I'd consider CI one of the worst massive wastes of computing resources invented, although I don't see how map data would be subject to the same sort of abusive downloading as libraries or other code.
I'd consider CI one of the worst massive wastes of computing resources invented, although I don't see how map data would be subject to the same sort of abusive downloading as libraries or other code.
This stuff tends to happen by accident. Some org has an app that automatically downloads the dataset if it's missing, helpful for local development. Then it gets loaded in to CI, and no one notices that it's downloading that dataset every single CI run.
At some point wilful incompetence becomes malice. You really shouldn't allow network requests from your CI runners unless you have something that cannot be solved in another way (hint: you don't).
Let's say you're working on an app that incorporates some Italian place names or roads or something. It's easy to imagine how when you build the app, you want to download the Italian region data from geofabrik then process it to extract what you want into your app. You script it, you put the script in your CI...and here we are:
> Just the other day, one user has managed to download almost 10,000 copies of the italy-latest.osm.pbf file in 24 hours!
You shouldn't download that data on demand at build time.
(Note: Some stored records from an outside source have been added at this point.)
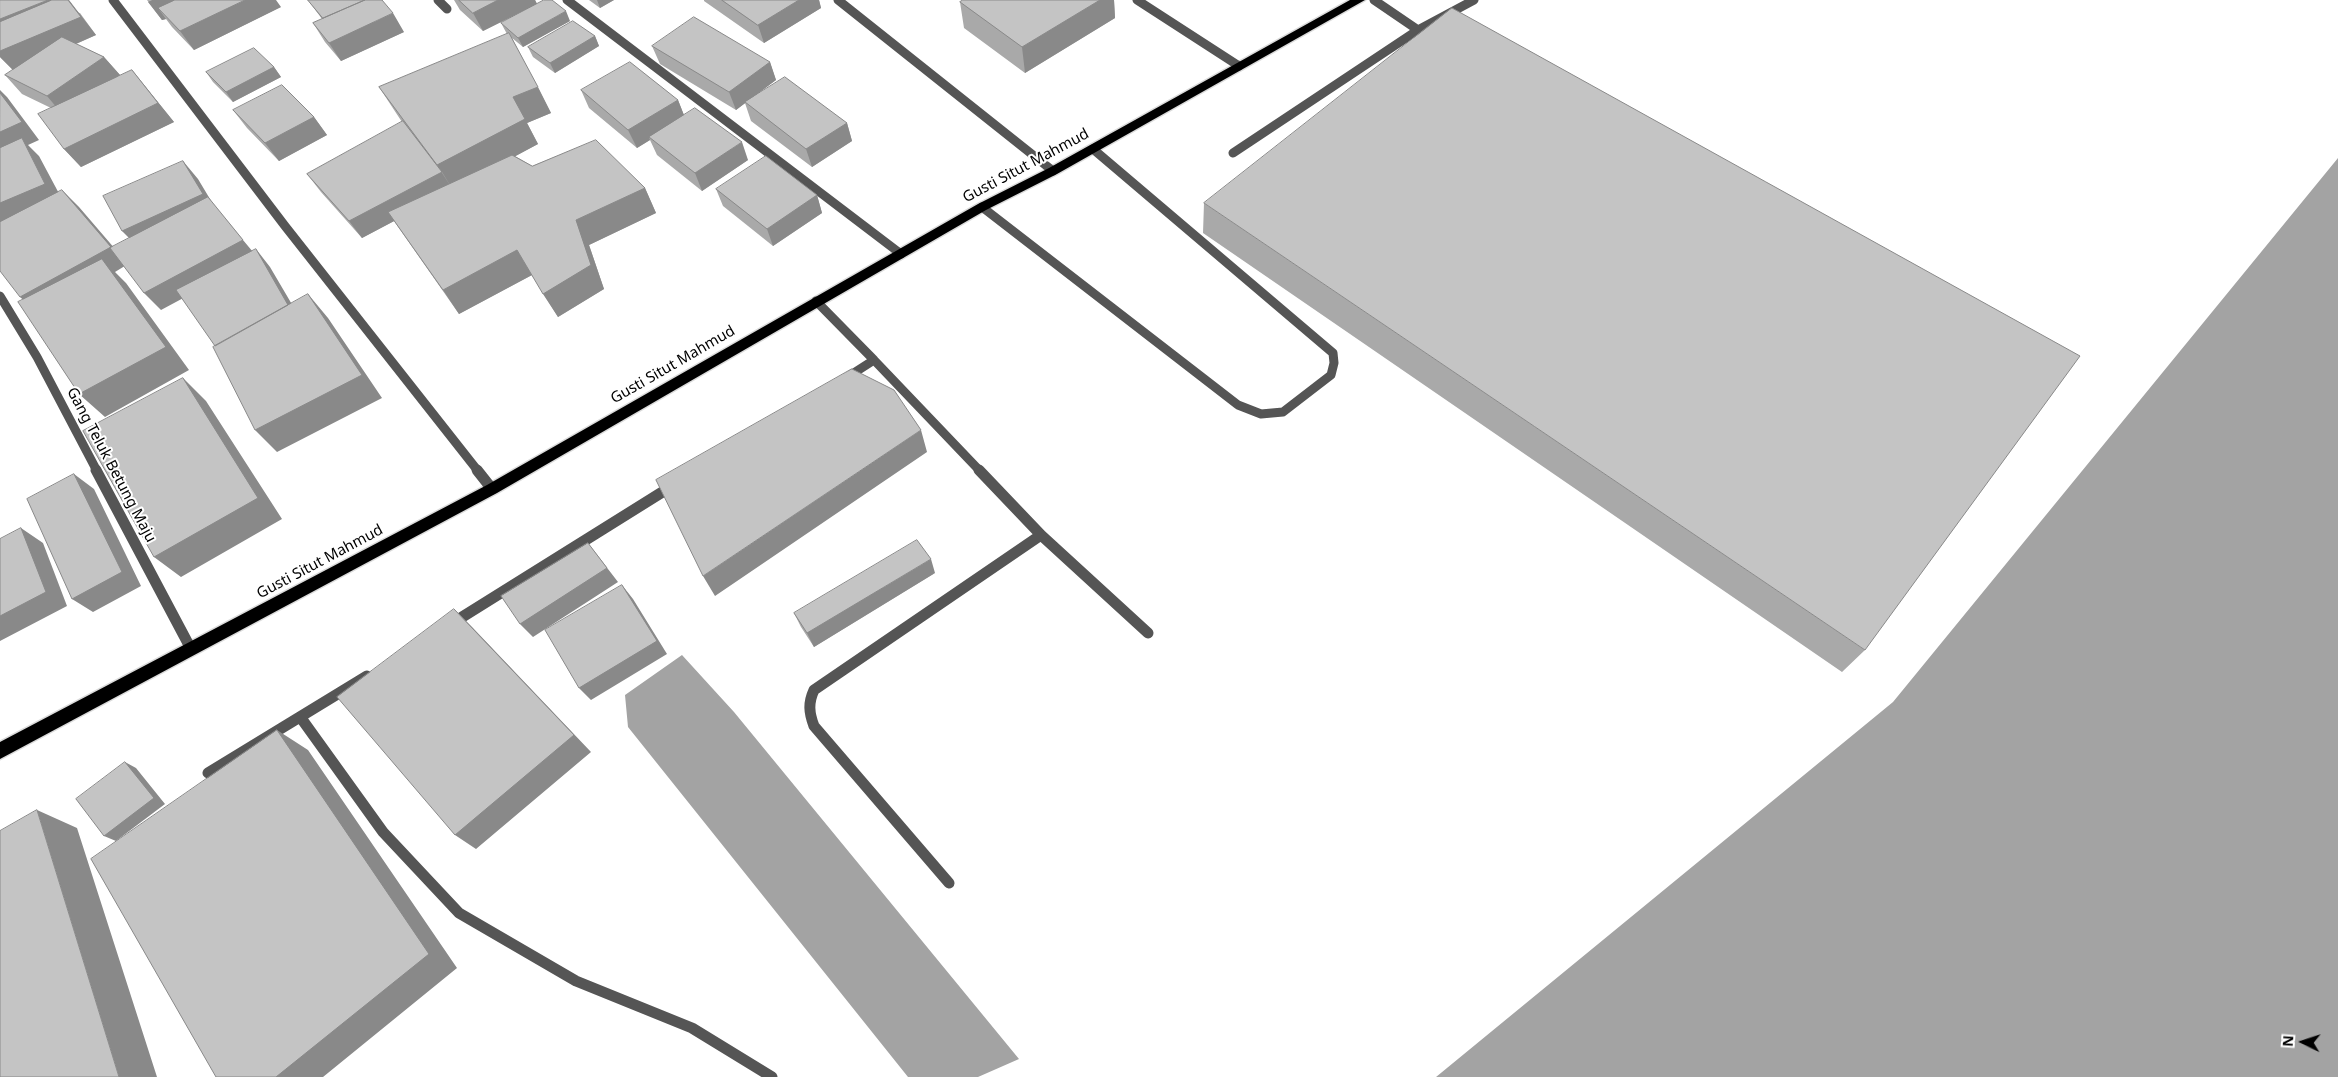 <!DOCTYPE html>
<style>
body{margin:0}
#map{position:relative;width:2338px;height:1077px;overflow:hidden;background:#fff;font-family:"Noto Sans",sans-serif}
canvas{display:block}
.north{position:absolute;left:2278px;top:1017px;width:50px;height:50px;-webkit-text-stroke:4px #fff;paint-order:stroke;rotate:274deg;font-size:14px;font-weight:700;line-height:20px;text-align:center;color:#000}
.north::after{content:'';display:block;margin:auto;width:18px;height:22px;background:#000;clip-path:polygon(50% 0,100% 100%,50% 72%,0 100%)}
</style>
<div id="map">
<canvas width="2338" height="1077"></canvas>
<div class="north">N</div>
</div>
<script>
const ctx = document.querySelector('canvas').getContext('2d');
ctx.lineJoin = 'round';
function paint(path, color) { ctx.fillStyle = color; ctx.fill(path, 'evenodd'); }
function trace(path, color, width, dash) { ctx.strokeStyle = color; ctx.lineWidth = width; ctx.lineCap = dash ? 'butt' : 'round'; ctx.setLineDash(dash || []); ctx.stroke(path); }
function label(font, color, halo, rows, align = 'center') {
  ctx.font = font + ' "Noto Sans",sans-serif'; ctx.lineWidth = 4; ctx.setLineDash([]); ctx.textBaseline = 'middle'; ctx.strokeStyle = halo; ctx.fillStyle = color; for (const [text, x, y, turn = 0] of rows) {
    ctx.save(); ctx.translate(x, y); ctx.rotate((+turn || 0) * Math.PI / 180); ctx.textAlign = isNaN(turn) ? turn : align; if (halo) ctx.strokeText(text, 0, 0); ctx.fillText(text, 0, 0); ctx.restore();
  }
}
const water = new Path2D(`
 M2338,158V1077H1436L1893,702Z
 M682,655L734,712L1019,1059L978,1077H908L628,727L625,695Z`);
const laneFar1 = new Path2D(`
 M1418,30L1474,0
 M1233,153L1418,30L1374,0
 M982,207L1238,405L1261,414L1283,412L1331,375L1334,363L1333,353L1093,149
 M816,301L874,360L846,378
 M874,360L980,471`);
const lane = new Path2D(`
 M979,470L1041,535L1148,633
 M451,624L672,486
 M301,718L383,832L459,913L576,981L692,1028L772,1077
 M208,773L367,676
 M949,883L814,726C809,713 808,703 814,690L1041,535`);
const streetFar1 = new Path2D(`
 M113,0L285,226L478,471
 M438,0L447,9
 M567,0L901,254
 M838,0L1053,171
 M1137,0L1239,66
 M0,296L37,357L97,471`);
const street = new Path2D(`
 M96,470L191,649
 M477,470L492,489`);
const highway = new Path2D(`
 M1350,0H1365L1057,174L986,210L497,493L0,759V742L487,485L978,204L1049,168Z`);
const wall = new Path2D(`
 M0,0L80,13L96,35L76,44L104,57L120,75L116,78L132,70L174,122L81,167L64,149L51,108L22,94L5,75L13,70L0,57Z
 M147,0L281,7L194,50L172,27L166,19L162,20Z
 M308,0L404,32L341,61L325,42L313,23L322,19Z
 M454,0H535L537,4L483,31L460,10Z
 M589,0H614L600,8Z
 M704,0H819L821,8L764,43L704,1Z
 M963,0H1114L1115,18L1025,73L964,28L960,2Z
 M570,21L523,47L512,38L551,113L527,123L538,144L515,156L532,166L645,188L656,213L589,245L604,289L558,317L532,275L459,314L394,221L362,238L321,192L307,174L402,122L379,87L507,34L501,23Z
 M595,36L599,46L555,73L533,57L528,47Z
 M652,46L770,62L776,80L749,100L847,123L852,141L812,167L751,121L745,103L736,110L660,64Z
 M274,67L281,77L233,102L213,82L206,72Z
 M581,90L678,100L684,115L748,160L702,191L657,155L650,140L637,148L589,108Z
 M233,110L314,117L327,135L279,161L247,128Z
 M716,189L817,195L822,213L773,246L723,206Z
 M1204,203L1865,650L1842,672L1203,233Z
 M935,573L814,647L801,627L794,613Z`);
const shadedWall = new Path2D(`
 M48,0H58L0,32V19Z
 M69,0L96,35L14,71L0,57V51Z
 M152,0H209L158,8L166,19L162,20L148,2Z
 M245,0H276L281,7L194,50L180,31Z
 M498,0H535L537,4L483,31L473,13Z
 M597,0H614L600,8Z
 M799,0H819L821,8L764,43L758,25Z
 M1100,0H1114L1115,18L1025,73L1022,47Z
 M566,11L570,21L523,47L518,38Z
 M393,13L404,32L341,61L329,43Z
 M595,36L599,46L555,73L550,63Z
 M104,57L120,75L63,115L47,96Z
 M770,62L776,80L736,110L729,92Z
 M274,67L281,77L233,102L226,92Z
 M132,70L174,122L81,167L64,149Z
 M538,87L551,113L527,123L538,144L453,190L437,165L513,97Z
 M0,90L7,97L39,140L28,145L39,156L63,201L0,229Z
 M678,100L685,118L649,137L650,140L637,148L628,130Z
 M314,117L327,135L279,161L265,143Z
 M847,123L852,141L812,167L806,149Z
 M742,142L748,160L702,191L695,173Z
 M183,161L198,179L213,204L258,258L161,310L144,293L139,248L122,231Z
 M442,172L453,190L362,238L349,221Z
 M645,188L656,213L589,245L604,289L558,317L543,294L576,220Z
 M62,190L79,207L128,264L115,272L126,283L189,370L105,417L79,394L39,314L20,297Z
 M817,195L822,213L773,246L767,229Z
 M256,249L270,267L307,330L236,370Z
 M517,250L532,275L459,314L443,290Z
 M308,294L328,318L382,398L277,452L255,430Z
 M183,378L206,401L282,519L181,577L154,557Z
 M921,430L927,452L715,596L703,576Z
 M74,474L94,489L141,586L93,612L72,599Z
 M21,528L43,543L67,606L0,641V616Z
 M588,543L618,582L533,637L520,624Z
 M931,559L935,573L814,647L807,633Z
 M622,585L633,599L667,654L591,700L579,688Z
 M454,609L473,628L591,752L476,849L455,835Z
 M277,730L308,750L457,968L323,1077H276Z
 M125,762L136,768L165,804L116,841L104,836Z
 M37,810L77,828L157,1077H119Z`);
const building = new Path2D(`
 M0,0H48L0,19Z
 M52,0H68L81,17L0,51V22Z
 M175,0H245L180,31L158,8Z
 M308,0H365L323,18Z
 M365,0H382L393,13L329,43L313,23Z
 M459,0H498L473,13Z
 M544,0H552L566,11L518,38L501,23Z
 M722,0H799L758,25Z
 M963,0H1100L1022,47L960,2Z
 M1452,8L2080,356L1865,650L1204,203Z
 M694,17L770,62L729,92L652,46Z
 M573,21L595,36L550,63L528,47Z
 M509,33L538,87L513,97L525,119L437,165L379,87Z
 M62,37L104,57L47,96L5,75Z
 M254,48L274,67L226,92L206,72Z
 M630,62L678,100L628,130L581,90Z
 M132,70L158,103L64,149L38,114Z
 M785,77L847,123L806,149L745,102Z
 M282,85L314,117L265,143L233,110Z
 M0,93L22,122L0,132Z
 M695,108L742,142L695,173L649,137Z
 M403,121L442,172L349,221L307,174Z
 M22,138L45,184L0,203V148Z
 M596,140L645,188L576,220L591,265L543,294L517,250L443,290L388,212L512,155L532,166Z
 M766,156L817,195L767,229L716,189Z
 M183,161L203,194L122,231L103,196Z
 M62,190L111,247L20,297L0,271V222Z
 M208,197L243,240L144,293L110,248Z
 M256,249L288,305L215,346L176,290Z
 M102,259L166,347L79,394L18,302Z
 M308,294L362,375L255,430L213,347Z
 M852,369L894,390L921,430L703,576L656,480Z
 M183,378L258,498L154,557L83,431Z
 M74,474L122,572L72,599L27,499Z
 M21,528L46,592L0,616V539Z
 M917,540L931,559L807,633L794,613Z
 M588,543L607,568L520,624L501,596Z
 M622,585L657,641L579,688L545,630Z
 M454,609L574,735L455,835L337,697Z
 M277,730L429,954L276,1077H216L91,859Z
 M125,762L154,798L104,836L76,799Z
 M37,810L119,1077H0V831Z`);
const streetNames = [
 ["Gusti Situt Mahmud",1026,166,-28],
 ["Gusti Situt Mahmud",673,365,-30],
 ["Gang Teluk Betung Maju",111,465,62],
 ["Gusti Situt Mahmud",320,562,-28]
];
paint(water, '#a3a3a3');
trace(highway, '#dbdbdb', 3);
trace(laneFar1, '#555', 9);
trace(lane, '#555', 11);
trace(streetFar1, '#555', 9);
trace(street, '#555', 11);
paint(highway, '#000');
paint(wall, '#a9a9a9');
paint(shadedWall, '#898989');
paint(building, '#c4c4c4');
trace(building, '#898989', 1);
label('15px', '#000', '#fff', streetNames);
</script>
Dependencies on state you don't control are bad even without the bandwidth issues.
Whenever people complain about the energy usage of LLM training runs I wonder how this stacks up against the energy we waste by pointlessly redownloading/recompiling things (even large things) all the time in CI runs.
Optimising CI pipelines has been a strong aspect of my career so far.
Anybody can build a pipeline to get a task done (thousands of quick & shallow howto blog posts) but doing this efficiently so it becomes a flywheel rather than a blocker for teams is the hard part.
Not just caching but optimising job execution order and downstream dependencies too.
The faster it fails, the faster the developer feedback, and the faster a fix can be introduced.
I quite enjoy the work and always learning new techniques to squeeze extra performance or save time.
Also for some reason, most CI runners seem to cache nothing except for that minor thing that you really don't want cached.
This is exactly it - you can cache all the wrong things easily, cache only the code you wanted changed, or cache nothing but one small critical file nobody knows about.
No wonder many just turn caching entirely off at some point and never turn it back on.
CI is great for software reliability but it should not be allowed to make network requests.
CI itself doesn't have to be a waste. The problem is most people DGAF about caching.
You don't need caching if your build can run entirely offline in the first place.